* EXERCISE BRIEF: Copy every line of the records below where the word "canvas" occurs.

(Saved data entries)
-=-=-=-=-

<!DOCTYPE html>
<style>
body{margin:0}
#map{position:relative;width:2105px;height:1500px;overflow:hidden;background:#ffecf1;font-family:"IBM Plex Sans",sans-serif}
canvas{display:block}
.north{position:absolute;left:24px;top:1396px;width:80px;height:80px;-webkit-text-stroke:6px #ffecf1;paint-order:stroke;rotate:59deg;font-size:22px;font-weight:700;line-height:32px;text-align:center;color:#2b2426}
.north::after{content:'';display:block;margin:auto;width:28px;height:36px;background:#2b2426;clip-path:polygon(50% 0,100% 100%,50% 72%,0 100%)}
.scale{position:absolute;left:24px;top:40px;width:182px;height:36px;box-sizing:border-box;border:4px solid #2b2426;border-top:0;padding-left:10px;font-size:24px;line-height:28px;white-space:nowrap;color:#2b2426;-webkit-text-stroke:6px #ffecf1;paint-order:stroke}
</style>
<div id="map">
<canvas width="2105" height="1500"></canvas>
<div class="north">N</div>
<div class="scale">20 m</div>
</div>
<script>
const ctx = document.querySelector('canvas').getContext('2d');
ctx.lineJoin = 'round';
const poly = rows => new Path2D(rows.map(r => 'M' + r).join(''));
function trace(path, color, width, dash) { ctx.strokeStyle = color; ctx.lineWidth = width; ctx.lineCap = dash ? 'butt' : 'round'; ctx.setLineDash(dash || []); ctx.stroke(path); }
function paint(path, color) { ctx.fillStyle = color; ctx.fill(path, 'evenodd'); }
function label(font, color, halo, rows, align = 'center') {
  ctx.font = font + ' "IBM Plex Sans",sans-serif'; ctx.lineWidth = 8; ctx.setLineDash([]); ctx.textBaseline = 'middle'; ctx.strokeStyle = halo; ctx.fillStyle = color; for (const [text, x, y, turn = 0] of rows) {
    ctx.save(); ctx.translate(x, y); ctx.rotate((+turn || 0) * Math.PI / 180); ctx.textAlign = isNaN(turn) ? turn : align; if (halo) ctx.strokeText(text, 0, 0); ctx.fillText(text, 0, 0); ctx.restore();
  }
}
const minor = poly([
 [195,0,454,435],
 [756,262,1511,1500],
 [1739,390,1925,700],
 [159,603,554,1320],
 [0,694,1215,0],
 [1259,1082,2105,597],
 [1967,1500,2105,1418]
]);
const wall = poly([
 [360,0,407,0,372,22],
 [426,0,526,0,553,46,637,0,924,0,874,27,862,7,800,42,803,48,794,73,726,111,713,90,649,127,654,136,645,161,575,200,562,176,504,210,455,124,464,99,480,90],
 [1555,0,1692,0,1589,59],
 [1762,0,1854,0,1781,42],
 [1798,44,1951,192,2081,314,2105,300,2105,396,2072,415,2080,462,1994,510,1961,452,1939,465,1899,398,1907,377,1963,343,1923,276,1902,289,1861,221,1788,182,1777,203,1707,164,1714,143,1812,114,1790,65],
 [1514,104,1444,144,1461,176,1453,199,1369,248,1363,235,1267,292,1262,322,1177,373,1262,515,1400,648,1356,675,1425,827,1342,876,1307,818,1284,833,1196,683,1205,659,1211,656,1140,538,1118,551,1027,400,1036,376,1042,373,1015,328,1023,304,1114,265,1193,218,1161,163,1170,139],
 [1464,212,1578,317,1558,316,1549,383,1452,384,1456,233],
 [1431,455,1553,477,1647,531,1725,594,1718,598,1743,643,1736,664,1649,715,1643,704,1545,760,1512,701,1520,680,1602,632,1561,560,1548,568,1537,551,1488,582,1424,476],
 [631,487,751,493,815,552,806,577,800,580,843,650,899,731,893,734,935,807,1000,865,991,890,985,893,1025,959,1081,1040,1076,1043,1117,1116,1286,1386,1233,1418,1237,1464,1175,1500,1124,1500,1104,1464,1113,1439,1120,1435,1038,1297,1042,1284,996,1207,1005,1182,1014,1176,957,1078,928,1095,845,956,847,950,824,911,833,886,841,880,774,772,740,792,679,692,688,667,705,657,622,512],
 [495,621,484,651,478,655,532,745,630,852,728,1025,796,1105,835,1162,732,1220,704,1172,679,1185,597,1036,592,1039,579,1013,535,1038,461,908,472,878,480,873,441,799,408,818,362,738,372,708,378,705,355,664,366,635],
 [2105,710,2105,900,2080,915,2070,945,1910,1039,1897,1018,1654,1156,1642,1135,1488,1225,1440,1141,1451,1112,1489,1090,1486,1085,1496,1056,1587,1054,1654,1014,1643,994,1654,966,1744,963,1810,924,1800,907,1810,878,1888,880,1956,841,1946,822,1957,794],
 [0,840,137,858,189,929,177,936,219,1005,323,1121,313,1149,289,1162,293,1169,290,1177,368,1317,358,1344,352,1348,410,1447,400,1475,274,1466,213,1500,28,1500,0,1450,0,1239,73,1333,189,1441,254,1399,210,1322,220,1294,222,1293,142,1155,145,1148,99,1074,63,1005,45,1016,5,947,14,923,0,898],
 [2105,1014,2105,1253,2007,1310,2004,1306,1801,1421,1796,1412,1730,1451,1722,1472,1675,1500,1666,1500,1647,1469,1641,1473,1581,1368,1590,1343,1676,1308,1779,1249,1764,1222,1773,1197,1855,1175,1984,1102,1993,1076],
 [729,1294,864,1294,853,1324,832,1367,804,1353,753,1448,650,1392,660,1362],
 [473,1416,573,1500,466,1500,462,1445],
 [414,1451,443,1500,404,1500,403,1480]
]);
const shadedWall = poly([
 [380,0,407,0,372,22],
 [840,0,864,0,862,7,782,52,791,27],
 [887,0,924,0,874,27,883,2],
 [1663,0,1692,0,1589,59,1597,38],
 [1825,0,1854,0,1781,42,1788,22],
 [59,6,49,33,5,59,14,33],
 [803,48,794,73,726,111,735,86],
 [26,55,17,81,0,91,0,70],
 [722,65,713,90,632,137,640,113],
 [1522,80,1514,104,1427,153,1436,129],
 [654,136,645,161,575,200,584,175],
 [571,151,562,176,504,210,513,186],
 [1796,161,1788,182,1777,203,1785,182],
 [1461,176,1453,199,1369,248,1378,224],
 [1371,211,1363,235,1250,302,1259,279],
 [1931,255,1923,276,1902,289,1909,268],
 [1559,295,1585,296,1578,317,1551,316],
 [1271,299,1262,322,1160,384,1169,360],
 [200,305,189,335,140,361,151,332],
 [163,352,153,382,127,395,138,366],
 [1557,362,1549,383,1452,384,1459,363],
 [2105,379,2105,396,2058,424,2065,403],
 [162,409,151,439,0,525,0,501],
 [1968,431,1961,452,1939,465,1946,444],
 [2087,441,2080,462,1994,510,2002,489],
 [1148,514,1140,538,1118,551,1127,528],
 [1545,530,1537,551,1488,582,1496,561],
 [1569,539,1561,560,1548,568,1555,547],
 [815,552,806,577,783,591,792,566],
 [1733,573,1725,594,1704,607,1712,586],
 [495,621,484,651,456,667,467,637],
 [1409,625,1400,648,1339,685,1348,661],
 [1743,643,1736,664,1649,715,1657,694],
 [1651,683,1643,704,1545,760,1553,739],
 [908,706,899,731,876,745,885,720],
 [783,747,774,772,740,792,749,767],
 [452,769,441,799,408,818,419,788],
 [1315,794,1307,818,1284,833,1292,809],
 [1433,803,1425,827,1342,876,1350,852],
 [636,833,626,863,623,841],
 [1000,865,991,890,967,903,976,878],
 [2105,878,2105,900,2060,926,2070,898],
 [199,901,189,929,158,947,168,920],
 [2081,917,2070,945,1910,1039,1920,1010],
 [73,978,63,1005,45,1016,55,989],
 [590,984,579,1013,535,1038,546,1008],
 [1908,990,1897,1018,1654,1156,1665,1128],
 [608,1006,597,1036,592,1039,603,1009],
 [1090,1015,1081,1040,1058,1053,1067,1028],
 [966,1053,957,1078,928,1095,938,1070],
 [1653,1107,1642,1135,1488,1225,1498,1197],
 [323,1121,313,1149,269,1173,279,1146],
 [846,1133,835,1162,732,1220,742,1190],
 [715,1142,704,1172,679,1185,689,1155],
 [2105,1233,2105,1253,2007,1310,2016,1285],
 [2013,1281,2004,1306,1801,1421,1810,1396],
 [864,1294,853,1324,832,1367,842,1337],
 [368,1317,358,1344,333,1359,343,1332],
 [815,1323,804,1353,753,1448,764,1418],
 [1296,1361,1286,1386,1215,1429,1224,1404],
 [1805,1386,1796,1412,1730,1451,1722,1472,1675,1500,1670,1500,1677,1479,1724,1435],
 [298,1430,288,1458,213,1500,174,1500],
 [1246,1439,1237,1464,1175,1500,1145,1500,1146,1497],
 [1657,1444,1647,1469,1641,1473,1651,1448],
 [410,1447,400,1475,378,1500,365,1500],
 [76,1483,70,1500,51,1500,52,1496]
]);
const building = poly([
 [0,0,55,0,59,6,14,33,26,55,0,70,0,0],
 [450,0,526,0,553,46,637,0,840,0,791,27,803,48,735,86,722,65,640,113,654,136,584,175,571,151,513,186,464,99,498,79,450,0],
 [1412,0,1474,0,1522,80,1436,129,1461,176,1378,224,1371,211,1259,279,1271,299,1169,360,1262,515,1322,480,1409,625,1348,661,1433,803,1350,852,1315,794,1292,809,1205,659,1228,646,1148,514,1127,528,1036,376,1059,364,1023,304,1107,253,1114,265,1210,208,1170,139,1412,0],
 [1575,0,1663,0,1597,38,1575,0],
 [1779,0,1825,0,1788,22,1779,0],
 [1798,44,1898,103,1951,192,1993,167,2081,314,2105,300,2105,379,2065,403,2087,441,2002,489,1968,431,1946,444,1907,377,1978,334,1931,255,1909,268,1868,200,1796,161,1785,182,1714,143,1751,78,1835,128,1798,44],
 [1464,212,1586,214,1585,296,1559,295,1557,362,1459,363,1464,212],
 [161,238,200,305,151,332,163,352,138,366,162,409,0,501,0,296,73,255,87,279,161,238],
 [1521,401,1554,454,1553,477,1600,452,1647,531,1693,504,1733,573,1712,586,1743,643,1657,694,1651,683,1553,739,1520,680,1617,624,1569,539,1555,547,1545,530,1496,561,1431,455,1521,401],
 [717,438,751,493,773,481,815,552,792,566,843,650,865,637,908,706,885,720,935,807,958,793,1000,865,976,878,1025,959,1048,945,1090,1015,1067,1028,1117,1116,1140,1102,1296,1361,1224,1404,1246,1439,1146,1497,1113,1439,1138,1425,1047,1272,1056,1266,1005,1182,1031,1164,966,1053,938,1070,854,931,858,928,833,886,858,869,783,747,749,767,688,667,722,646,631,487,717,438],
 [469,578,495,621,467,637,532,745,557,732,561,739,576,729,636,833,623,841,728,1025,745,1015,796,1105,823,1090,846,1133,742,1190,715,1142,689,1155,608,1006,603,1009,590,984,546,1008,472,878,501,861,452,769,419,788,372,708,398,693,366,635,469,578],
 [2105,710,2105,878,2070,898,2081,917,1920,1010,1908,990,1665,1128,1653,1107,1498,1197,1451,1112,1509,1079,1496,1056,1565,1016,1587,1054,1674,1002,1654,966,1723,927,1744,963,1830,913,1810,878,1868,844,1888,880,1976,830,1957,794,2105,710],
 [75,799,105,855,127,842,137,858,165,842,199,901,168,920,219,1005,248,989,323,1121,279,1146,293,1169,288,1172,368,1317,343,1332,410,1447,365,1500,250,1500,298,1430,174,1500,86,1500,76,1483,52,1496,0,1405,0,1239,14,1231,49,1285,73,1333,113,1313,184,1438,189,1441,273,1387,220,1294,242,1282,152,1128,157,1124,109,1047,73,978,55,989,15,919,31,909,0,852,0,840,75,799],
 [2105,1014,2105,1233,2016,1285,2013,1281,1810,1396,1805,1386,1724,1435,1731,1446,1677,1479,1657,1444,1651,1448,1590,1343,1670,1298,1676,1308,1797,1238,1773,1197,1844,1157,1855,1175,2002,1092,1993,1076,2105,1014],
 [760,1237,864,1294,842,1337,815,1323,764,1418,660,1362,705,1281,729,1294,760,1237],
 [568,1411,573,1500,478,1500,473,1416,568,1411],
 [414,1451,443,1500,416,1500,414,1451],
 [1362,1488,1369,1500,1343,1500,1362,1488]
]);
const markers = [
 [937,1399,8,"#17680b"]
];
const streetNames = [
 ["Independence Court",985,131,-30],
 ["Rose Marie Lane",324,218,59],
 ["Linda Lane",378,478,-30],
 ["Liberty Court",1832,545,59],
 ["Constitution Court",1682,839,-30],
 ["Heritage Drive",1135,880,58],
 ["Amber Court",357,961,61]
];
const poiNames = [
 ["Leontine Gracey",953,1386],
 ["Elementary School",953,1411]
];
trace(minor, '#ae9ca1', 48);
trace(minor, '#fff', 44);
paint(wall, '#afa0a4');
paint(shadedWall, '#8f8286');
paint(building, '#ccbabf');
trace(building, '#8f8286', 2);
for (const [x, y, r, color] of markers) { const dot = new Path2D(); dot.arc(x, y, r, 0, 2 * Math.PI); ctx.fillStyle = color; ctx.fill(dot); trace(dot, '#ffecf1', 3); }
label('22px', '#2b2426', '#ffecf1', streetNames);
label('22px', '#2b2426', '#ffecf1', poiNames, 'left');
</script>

-=-=-=-=-

* OUTPUT OF THE EXERCISE:
canvas{display:block}
<canvas width="2105" height="1500"></canvas>
const ctx = document.querySelector('canvas').getContext('2d');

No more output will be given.